Après sa phrase célèbre rappelant qu’« une constitution, c’est un esprit, des institutions, une pratique », il explique que « son esprit procède de la nécessité d’assurer aux pouvoirs publics l’efficacité, la stabilité et la responsabilité dont ils manquaient organiquement sous la troisième et la quatrième République ».
Il s’agissait pour lui de palier les effets d’« un système qui mettait le pouvoir à la discrétion des partis, végétait dans les compromis, s’absorbait dans ses propres crises, était inapte à mener les affaires de notre pays. »
A) Par le Chef de l’État, source et détenteur de l’autorité de l’État, garant du destin de la France et de la République.
Le Président est la clef de voûte des institutions,, ce qui exclut, pour le Général de Gaulle, « que le Président soit élu simultanément avec les députés, ce qui mêlerait sa désignation à la lutte directe des partis, altérerait le caractère et abrégerait la durée de sa fonction de Chef de l’État ». Plus loin, dans sa conférence de presse, le Général enfonce le clou en précisant qu’« on ne saurait accepter qu’une dyarchie existât au sommet …. En effet, le Président… est l’homme de la nation…pour répondre de son destin ».
« Le Président est évidemment seul à détenir et à déléguer l’autorité de l’État ». La nécessité du septennat est ensuite réaffirmée : « Mais, précisément, la nature, l’étendue, la durée de sa tâche, impliquent qu’il ne soit pas absorbé, sans relâche et sans limite, par la conjoncture politique, parlementaire, économique et administrative ».
Détenteur de l’autorité de l’État, le Président a la charge d’assurer sa continuité en recourant « à la nation pour la faire juge du litige (avec le Parlement) par voie de nouvelles élections, ou par celle de référendum, ou par les deux ».
C’est le pouvoir d’arbitrage du Chef de l’État.
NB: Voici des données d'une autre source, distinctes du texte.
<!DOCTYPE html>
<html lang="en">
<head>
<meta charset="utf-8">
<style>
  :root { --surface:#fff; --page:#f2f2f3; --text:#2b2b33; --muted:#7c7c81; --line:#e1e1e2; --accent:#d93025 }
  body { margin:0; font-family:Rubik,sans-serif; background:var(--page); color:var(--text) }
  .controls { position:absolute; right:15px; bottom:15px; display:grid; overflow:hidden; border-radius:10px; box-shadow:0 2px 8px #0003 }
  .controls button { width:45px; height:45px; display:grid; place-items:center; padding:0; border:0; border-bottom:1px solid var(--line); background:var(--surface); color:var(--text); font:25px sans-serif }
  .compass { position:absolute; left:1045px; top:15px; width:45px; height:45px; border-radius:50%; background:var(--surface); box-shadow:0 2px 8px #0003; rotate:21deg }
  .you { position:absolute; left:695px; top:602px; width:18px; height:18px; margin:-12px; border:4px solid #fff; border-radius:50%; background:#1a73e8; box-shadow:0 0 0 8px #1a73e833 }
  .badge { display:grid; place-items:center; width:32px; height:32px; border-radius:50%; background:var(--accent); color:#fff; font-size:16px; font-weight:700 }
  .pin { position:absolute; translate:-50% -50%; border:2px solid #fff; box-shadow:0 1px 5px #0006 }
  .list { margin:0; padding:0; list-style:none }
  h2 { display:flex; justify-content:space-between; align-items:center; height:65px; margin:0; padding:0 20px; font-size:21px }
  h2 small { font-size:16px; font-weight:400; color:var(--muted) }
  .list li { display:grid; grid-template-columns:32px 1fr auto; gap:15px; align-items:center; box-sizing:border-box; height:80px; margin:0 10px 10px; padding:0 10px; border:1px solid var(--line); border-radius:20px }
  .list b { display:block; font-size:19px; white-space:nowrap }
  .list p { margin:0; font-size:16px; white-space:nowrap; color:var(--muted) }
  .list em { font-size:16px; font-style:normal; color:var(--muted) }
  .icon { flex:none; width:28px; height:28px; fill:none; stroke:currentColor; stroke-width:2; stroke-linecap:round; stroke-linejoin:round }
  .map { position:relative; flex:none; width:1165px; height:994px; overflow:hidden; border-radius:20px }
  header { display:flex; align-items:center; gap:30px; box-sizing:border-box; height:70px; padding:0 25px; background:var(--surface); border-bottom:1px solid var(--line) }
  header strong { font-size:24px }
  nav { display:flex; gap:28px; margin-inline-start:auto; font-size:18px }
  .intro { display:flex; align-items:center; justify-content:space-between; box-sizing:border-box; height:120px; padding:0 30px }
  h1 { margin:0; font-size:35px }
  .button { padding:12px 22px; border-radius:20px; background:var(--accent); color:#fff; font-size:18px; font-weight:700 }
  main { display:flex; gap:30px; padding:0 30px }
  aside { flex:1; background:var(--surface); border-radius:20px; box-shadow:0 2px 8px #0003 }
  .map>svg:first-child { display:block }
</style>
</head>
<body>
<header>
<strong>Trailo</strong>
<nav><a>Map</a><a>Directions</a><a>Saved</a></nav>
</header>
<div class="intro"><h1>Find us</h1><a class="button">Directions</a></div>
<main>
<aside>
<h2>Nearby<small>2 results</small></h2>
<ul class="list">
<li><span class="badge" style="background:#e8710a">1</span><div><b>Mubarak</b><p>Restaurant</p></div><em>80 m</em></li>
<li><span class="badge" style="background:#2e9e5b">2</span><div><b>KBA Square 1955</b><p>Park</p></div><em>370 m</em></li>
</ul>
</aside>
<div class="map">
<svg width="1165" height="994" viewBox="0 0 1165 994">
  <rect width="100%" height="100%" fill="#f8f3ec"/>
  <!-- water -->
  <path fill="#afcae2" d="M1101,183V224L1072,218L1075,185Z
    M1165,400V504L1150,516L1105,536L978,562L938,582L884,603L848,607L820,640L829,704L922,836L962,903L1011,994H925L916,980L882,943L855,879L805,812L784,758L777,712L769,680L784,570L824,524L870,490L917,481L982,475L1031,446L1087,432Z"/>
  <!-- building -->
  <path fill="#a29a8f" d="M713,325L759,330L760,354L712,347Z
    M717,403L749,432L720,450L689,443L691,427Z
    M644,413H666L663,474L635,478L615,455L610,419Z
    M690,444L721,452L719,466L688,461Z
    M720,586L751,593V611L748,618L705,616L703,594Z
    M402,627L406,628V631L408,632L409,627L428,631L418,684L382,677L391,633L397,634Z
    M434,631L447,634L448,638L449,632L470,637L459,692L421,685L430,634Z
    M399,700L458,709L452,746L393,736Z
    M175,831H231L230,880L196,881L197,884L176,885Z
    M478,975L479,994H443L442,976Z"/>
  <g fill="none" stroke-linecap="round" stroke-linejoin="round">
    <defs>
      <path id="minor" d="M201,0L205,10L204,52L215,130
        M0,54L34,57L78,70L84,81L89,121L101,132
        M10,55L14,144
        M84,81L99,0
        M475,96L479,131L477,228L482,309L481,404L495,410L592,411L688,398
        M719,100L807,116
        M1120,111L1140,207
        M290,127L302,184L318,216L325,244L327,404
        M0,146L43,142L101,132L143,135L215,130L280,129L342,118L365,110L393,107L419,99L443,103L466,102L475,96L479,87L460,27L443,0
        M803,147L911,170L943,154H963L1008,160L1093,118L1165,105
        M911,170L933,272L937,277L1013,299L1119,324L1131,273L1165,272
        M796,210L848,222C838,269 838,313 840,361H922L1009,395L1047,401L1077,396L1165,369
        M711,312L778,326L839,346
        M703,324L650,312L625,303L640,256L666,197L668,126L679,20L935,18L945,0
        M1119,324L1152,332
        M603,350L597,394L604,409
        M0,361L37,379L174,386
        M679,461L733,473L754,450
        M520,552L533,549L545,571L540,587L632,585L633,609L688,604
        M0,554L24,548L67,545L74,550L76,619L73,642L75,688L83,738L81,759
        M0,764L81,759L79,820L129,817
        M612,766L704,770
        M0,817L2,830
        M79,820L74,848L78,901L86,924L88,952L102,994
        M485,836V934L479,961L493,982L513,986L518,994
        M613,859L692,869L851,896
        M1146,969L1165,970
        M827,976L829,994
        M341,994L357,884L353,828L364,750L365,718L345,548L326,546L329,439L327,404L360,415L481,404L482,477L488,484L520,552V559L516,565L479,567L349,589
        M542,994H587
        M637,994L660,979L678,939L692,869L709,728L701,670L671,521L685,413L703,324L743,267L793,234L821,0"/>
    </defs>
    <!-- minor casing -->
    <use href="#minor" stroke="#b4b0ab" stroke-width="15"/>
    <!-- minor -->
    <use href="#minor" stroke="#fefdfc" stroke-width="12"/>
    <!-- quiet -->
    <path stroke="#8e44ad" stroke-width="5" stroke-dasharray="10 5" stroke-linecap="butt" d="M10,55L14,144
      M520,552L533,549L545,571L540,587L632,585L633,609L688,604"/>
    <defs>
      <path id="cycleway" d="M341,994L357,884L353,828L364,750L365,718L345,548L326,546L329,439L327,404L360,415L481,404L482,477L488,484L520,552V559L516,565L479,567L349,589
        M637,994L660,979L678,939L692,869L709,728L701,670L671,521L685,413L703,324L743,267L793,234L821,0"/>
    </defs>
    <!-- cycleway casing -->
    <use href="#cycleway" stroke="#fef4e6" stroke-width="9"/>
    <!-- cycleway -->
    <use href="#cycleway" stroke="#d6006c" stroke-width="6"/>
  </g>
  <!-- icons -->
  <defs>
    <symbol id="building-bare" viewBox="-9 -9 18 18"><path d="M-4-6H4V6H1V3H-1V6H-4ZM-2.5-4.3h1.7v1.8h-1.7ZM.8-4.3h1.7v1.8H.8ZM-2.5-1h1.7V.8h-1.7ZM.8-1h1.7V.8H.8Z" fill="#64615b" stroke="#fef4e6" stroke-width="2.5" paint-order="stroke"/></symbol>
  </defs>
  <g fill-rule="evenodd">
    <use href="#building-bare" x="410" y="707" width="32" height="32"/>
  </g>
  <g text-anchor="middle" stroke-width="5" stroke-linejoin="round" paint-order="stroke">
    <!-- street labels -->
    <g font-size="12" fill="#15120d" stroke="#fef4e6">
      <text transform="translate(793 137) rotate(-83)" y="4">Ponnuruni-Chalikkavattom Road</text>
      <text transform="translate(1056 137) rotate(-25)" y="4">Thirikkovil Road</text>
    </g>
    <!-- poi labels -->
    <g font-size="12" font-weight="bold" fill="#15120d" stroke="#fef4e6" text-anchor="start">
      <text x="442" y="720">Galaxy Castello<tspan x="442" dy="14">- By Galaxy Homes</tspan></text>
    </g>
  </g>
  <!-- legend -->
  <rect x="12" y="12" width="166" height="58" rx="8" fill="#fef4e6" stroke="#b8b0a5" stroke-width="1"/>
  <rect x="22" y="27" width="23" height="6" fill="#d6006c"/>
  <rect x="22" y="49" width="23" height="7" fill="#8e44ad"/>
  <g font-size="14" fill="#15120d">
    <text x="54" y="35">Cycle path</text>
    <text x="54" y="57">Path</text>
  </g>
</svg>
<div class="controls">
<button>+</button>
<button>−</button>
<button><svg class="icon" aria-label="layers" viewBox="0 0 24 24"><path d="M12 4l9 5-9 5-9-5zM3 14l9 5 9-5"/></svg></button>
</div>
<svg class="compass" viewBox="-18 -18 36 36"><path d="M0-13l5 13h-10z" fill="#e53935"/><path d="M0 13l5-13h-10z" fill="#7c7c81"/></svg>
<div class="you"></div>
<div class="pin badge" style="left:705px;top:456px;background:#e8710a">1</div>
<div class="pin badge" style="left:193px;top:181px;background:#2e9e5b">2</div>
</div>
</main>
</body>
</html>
B ) Disposant du pouvoir d’arbitrage
La notion d’arbitrage figurant à l’article 5 de la Constitution du 4 octobre 1958 a pu être jugée ambiguë. Selon le Doyen Vedel, elle « …est la plus brumeuse de toutes les nuées qui encombrent notre droit constitutionnel ».
Le pouvoir d’arbitrage est pourtant, selon nous, une attribution fondamentale du Chef de l’État puisqu’elle justifie le recours possible du Président au référendum et son droit de dissolution.
Le pouvoir d’arbitrage est à la fois essentiel pour garantir le respect de la Constitution et un élément de la souveraineté nationale. Pour le Général de Gaulle, le Président devait prendre position sur les grands problèmes, aider la nation à exprimer ses intentions profondes en éclairant ses choix.
Les débats traditionnels sur la notion d’arbitrage font souvent référence au sport d’équipe : le Président est-il arbitre ou capitaine d’équipe ?
Incontestablement, nous sommes passés de l’arbitre neutre, avant la révision de 1962, à l’arbitrage actif depuis l’élection du Président de la République au suffrage universel direct. L’arbitre n’est finalement pas le Chef de l’État mais l’ensemble des citoyens à qui il demande de s’exprimer, de clarifier, au-dessus des rivalités partisanes. Pour reprendre la comparaison sportive, actualisée par les progrès technologiques, le Président, c’est l’arbitre qui demande la VAR (« Vidéo Assistants Referees » pour l’assistance vidéo à l’arbitrage).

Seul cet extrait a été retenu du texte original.